## [WHAT YOU ARE ASKED TO DO]
Keeping every word intact, reproduce all of the records.

*** RECORD SET ***

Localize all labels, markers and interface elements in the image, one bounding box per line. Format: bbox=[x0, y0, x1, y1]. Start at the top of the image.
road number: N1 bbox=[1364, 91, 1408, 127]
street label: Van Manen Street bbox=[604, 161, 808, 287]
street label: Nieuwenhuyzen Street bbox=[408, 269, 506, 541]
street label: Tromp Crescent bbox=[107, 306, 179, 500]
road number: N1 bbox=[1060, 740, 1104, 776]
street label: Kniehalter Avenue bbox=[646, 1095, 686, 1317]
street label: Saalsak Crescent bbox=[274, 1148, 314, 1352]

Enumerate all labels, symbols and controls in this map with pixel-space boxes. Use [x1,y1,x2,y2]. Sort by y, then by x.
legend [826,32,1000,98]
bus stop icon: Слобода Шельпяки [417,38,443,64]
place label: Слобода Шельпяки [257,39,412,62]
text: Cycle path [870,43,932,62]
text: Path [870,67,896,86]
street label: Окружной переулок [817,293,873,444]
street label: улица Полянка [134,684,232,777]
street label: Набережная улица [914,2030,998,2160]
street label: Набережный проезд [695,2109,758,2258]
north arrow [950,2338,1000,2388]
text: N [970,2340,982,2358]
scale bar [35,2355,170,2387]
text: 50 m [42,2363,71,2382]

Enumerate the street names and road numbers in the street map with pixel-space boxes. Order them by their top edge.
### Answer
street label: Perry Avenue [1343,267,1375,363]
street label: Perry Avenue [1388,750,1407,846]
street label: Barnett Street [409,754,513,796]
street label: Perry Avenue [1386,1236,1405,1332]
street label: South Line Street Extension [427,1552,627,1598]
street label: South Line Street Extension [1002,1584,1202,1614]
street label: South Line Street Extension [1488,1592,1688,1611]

*** End of RECORD SET ***

## [SOLUTION TO THE EXERCISE]
Localize all labels, markers and interface elements in the image, one bounding box per line. Format: bbox=[x0, y0, x1, y1]. Start at the top of the image.
road number: N1 bbox=[1364, 91, 1408, 127]
street label: Van Manen Street bbox=[604, 161, 808, 287]
street label: Nieuwenhuyzen Street bbox=[408, 269, 506, 541]
street label: Tromp Crescent bbox=[107, 306, 179, 500]
road number: N1 bbox=[1060, 740, 1104, 776]
street label: Kniehalter Avenue bbox=[646, 1095, 686, 1317]
street label: Saalsak Crescent bbox=[274, 1148, 314, 1352]

Enumerate all labels, symbols and controls in this map with pixel-space boxes. Use [x1,y1,x2,y2]. Sort by y, then by x.
legend [826,32,1000,98]
bus stop icon: Слобода Шельпяки [417,38,443,64]
place label: Слобода Шельпяки [257,39,412,62]
text: Cycle path [870,43,932,62]
text: Path [870,67,896,86]
street label: Окружной переулок [817,293,873,444]
street label: улица Полянка [134,684,232,777]
street label: Набережная улица [914,2030,998,2160]
street label: Набережный проезд [695,2109,758,2258]
north arrow [950,2338,1000,2388]
text: N [970,2340,982,2358]
scale bar [35,2355,170,2387]
text: 50 m [42,2363,71,2382]

Enumerate the street names and road numbers in the street map with pixel-space boxes. Order them by their top edge.
### Answer
street label: Perry Avenue [1343,267,1375,363]
street label: Perry Avenue [1388,750,1407,846]
street label: Barnett Street [409,754,513,796]
street label: Perry Avenue [1386,1236,1405,1332]
street label: South Line Street Extension [427,1552,627,1598]
street label: South Line Street Extension [1002,1584,1202,1614]
street label: South Line Street Extension [1488,1592,1688,1611]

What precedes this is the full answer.